The Islamist group Hamas, which controls the Palestinian enclave of Gaza, abducted, tortured and even killed several Palestinians suspected of being Israeli collaborators during last year’s 50-day war in the region, according to a new report published Wednesday by Amnesty International. The rights group has, in the past, also accused the Israeli military of committing war crimes during its assault on the strip, when over 2,100 Palestinians, most of them civilians, and over 70 Israelis, were killed.

“In the chaos of the conflict, the de facto Hamas administration granted its security forces free rein to carry out horrific abuses including against people in its custody,” Amnesty International’s Middle East and North Africa Director Philip Luther, said, in a statement. “It is absolutely appalling that, while Israeli forces were inflicting massive death and destruction upon the people in Gaza, Hamas forces took the opportunity to ruthlessly settle scores.”

The report includes allegations that the Islamist group carried out summary killings of at least 23 people, including many who had been held in Hamas’ custody since before the conflict broke out in the Gaza Strip. Of these, many are believed to have been tortured to extract false confessions.

“In one of the most shocking incidents, six men were publicly executed by Hamas forces outside al-Omari mosque on 22 August in front of hundreds of spectators including children,” Amnesty said, in the report. “Hamas announced the men were suspected ‘collaborators’ who had been sentenced death in ‘revolutionary courts.’”

In addition to those accused of helping Israeli forces, several others were tortured and executed for being members and supporters of Fatah -- the main Palestinian rival political party in the region, Amnesty alleged, adding that Hamas used the conflict as an excuse to carry out executions without due process.

“The Hamas leadership repeatedly calls for rights and justice for Palestinians in Gaza and elsewhere.
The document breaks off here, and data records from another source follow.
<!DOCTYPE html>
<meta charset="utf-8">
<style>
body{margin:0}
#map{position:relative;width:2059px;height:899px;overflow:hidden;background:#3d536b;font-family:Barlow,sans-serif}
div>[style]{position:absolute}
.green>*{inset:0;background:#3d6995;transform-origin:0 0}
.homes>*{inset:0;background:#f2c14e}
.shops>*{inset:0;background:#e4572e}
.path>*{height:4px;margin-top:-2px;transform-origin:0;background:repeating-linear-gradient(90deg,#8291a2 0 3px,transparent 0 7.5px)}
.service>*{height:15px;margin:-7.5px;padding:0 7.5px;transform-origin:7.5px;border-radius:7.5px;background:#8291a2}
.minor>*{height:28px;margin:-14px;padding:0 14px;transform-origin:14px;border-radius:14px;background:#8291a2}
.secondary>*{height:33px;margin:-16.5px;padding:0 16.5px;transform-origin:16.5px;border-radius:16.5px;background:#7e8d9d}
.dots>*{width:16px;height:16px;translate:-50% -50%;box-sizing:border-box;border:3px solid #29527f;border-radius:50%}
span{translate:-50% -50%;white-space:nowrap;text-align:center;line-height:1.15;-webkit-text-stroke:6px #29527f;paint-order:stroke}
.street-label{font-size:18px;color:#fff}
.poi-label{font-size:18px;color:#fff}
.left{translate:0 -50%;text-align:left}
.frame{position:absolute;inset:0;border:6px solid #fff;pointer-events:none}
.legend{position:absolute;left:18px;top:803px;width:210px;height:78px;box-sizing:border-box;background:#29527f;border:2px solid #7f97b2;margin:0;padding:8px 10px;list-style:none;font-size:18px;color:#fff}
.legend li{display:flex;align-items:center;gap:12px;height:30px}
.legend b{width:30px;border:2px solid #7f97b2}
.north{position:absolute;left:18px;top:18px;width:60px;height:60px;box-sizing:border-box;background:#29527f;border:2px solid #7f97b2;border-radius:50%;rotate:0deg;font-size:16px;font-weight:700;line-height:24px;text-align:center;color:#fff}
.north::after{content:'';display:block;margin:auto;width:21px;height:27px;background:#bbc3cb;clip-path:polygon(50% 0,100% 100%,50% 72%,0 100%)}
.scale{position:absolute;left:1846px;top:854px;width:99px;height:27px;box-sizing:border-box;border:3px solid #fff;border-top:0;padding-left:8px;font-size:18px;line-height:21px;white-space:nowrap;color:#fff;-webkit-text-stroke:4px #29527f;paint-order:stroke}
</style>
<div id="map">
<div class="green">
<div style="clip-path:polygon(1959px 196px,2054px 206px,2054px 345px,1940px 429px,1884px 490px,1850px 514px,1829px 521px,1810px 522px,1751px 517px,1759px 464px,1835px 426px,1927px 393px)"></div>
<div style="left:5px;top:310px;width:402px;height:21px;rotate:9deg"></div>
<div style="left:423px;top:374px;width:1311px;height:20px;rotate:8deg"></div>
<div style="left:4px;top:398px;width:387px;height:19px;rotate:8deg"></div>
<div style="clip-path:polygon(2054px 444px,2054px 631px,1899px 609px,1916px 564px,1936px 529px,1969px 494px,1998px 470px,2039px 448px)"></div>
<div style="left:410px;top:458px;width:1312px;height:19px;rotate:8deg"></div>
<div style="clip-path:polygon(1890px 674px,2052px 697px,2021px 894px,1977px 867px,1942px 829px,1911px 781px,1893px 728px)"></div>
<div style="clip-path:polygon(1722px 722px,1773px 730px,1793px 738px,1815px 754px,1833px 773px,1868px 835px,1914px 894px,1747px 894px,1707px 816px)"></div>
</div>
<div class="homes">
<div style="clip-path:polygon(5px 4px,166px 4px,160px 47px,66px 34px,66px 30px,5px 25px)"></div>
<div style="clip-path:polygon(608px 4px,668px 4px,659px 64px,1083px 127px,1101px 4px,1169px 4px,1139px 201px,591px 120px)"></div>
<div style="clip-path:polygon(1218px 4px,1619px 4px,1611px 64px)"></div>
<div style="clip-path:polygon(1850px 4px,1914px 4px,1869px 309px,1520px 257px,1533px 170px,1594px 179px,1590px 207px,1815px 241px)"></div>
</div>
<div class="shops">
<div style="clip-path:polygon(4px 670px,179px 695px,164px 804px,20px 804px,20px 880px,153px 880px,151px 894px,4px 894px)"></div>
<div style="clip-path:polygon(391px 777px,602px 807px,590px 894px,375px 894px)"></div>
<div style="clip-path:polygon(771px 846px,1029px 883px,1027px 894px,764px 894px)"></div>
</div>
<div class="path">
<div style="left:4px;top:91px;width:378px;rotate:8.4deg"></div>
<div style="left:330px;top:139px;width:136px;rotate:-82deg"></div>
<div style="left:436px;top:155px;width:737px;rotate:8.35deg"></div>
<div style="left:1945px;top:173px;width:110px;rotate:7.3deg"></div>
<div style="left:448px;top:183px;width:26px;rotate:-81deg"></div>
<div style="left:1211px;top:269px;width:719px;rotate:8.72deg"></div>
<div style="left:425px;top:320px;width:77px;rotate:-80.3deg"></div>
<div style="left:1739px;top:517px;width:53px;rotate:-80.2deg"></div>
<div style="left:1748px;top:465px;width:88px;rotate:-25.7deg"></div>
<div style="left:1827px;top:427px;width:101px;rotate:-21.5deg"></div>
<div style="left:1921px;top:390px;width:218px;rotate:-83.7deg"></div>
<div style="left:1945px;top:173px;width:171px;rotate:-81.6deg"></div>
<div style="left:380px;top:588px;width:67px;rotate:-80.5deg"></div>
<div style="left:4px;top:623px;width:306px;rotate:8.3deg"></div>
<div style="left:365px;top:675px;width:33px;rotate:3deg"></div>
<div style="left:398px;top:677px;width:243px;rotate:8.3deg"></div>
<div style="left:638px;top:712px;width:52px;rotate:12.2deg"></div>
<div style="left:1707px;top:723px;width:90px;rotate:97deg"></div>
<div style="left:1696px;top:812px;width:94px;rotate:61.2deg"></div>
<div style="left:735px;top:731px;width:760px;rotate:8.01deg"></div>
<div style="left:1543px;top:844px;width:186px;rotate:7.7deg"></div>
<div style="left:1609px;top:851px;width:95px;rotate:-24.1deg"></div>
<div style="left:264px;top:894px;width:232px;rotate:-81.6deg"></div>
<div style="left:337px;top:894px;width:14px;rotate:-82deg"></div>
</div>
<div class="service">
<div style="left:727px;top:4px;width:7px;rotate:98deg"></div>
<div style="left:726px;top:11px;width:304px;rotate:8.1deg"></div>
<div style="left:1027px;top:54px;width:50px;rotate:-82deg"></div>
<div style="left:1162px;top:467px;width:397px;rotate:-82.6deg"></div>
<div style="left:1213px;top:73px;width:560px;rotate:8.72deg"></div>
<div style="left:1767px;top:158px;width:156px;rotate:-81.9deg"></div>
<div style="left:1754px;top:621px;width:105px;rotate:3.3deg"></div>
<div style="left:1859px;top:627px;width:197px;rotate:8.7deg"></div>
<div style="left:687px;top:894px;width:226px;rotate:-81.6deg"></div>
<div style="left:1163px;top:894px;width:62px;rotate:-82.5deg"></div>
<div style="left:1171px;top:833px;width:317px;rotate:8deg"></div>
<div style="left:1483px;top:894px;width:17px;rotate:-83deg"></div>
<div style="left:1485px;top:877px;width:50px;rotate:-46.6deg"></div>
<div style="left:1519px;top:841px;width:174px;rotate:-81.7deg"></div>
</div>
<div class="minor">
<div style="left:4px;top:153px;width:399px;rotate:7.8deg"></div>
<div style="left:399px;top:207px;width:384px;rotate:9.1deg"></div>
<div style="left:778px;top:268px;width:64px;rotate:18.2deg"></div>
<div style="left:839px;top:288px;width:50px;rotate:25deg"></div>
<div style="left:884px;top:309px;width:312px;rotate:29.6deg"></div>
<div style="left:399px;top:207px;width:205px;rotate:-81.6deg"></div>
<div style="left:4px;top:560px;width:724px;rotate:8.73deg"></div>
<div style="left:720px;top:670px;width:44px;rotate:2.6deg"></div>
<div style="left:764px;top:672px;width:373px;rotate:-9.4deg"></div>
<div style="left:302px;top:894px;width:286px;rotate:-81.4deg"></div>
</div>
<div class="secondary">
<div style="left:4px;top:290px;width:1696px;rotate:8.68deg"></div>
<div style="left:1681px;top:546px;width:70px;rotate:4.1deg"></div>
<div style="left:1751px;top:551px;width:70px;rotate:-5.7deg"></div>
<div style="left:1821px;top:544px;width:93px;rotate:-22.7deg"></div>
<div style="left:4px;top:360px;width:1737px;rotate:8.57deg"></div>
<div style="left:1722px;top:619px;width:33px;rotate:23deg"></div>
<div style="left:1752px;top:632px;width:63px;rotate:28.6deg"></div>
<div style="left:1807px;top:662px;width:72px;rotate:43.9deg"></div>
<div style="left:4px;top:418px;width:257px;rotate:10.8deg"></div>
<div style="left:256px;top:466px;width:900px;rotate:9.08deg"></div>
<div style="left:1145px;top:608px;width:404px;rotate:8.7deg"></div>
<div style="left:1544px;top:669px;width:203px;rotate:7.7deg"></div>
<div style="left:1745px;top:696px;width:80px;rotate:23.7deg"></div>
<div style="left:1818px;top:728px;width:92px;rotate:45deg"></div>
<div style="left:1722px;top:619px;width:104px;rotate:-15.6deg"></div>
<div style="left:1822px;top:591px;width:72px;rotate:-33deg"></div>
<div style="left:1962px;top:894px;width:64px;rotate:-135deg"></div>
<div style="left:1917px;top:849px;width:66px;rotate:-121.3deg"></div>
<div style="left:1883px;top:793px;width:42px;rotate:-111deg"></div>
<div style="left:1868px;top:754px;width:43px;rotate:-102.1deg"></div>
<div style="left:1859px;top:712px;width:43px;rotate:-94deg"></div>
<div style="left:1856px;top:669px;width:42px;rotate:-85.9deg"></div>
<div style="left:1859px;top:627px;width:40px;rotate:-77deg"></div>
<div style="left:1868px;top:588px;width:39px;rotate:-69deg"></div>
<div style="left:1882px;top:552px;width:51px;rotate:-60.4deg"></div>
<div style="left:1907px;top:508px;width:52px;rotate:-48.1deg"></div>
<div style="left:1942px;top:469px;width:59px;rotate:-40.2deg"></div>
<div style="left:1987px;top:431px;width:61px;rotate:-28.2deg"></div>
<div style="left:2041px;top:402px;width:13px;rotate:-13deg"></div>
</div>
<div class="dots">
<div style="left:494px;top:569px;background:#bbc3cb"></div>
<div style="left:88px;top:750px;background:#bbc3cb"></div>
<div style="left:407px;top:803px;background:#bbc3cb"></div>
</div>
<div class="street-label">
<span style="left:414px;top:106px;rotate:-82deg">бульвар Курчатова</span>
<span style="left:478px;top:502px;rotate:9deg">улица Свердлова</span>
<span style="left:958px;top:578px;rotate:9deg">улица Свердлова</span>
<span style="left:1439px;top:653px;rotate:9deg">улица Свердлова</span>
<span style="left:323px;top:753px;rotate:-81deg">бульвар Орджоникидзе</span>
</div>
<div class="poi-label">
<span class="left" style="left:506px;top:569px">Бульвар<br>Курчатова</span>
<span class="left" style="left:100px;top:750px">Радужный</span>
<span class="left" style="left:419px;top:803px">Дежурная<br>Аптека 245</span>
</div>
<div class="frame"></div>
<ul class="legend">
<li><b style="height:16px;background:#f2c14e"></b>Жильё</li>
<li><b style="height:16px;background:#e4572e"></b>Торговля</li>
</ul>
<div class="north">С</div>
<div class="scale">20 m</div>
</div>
But they do not always act in a manner that reflects respect for rights, justice and the rule of law,” Luther said, in the statement.

Refuting the allegations leveled against it, Hamas reportedly said that other “Palestinian resistance factions” were the ones involved in the execution of Israeli collaborators.

“Hamas did not claim responsibility for the killing of collaborators during the war,” Mushir al-Masri, a spokesman for the group, told the New York Times. “The Amnesty report about Hamas needs to be more precise.”

The Amnesty report comes at a time of renewed violence in the conflict-torn Gaza Strip. After a rocket was allegedly fired from Gaza on southern Israel, the Israeli military responded by striking “terrorist locations” in the strip early on Wednesday.

“Hamas better restrain any attempts to open fire toward Israel or provoke it; otherwise we will have to act more forcefully,” Israeli Defense Minister Moshe Ya'alon said Wednesday, according to Haaretz. “I wouldn't advise anyone to test us.”